_TASK DESCRIPTION_. For the full listing below, write out each entry exactly and exclude the images.

○ ○ ○ ○

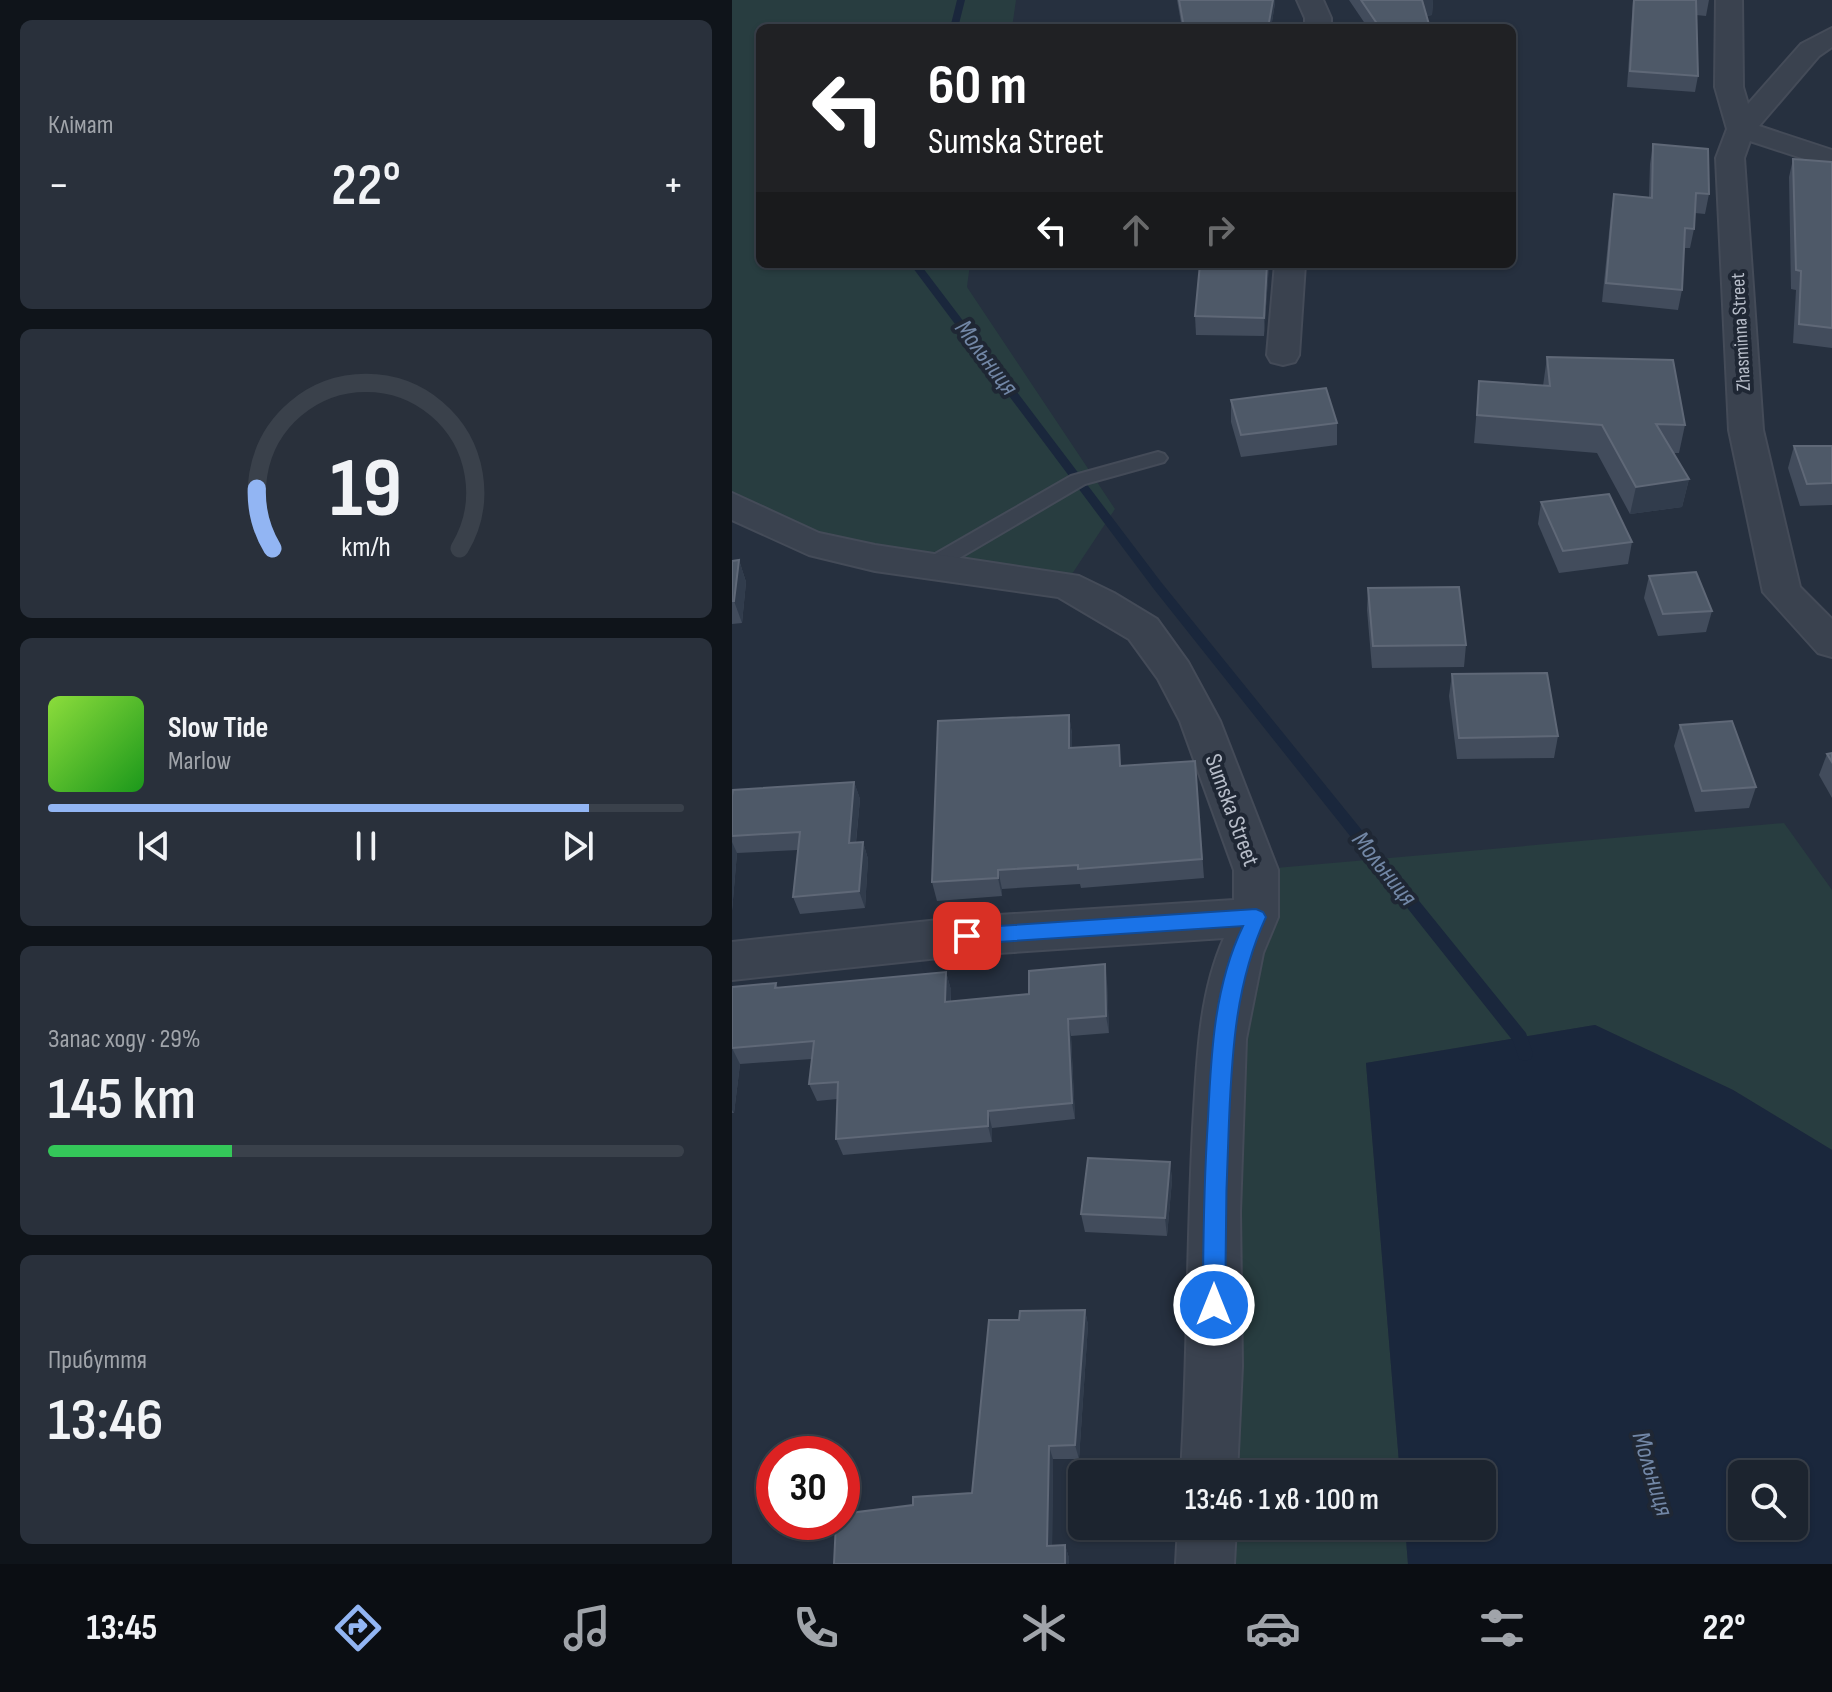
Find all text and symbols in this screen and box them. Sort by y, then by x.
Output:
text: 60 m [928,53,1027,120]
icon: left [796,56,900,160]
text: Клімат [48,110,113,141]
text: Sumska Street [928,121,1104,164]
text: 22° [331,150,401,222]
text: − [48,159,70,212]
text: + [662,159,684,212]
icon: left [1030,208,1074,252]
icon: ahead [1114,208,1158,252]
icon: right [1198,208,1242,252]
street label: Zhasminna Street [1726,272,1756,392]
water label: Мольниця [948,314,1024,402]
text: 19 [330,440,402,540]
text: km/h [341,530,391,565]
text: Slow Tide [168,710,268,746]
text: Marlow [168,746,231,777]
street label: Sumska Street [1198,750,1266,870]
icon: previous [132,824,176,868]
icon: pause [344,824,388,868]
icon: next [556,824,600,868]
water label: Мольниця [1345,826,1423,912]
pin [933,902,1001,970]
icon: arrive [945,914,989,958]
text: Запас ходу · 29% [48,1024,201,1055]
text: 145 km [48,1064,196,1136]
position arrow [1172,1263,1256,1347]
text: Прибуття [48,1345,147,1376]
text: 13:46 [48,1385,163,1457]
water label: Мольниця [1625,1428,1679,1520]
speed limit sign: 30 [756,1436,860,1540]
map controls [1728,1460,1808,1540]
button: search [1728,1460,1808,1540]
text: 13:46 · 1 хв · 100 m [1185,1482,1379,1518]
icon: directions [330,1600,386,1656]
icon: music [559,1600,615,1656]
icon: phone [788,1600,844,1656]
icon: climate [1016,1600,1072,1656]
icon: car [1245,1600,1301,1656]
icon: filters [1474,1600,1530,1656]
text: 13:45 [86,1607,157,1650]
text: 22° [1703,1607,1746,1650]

○ ○ ○ ○

_YOUR RESPONSE_.
Find all text and symbols in this screen and box them. Sort by y, then by x.
Output:
text: 60 m [928,53,1027,120]
icon: left [796,56,900,160]
text: Клімат [48,110,113,141]
text: Sumska Street [928,121,1104,164]
text: 22° [331,150,401,222]
text: − [48,159,70,212]
text: + [662,159,684,212]
icon: left [1030,208,1074,252]
icon: ahead [1114,208,1158,252]
icon: right [1198,208,1242,252]
street label: Zhasminna Street [1726,272,1756,392]
water label: Мольниця [948,314,1024,402]
text: 19 [330,440,402,540]
text: km/h [341,530,391,565]
text: Slow Tide [168,710,268,746]
text: Marlow [168,746,231,777]
street label: Sumska Street [1198,750,1266,870]
icon: previous [132,824,176,868]
icon: pause [344,824,388,868]
icon: next [556,824,600,868]
water label: Мольниця [1345,826,1423,912]
pin [933,902,1001,970]
icon: arrive [945,914,989,958]
text: Запас ходу · 29% [48,1024,201,1055]
text: 145 km [48,1064,196,1136]
position arrow [1172,1263,1256,1347]
text: Прибуття [48,1345,147,1376]
text: 13:46 [48,1385,163,1457]
water label: Мольниця [1625,1428,1679,1520]
speed limit sign: 30 [756,1436,860,1540]
map controls [1728,1460,1808,1540]
button: search [1728,1460,1808,1540]
text: 13:46 · 1 хв · 100 m [1185,1482,1379,1518]
icon: directions [330,1600,386,1656]
icon: music [559,1600,615,1656]
icon: phone [788,1600,844,1656]
icon: climate [1016,1600,1072,1656]
icon: car [1245,1600,1301,1656]
icon: filters [1474,1600,1530,1656]
text: 13:45 [86,1607,157,1650]
text: 22° [1703,1607,1746,1650]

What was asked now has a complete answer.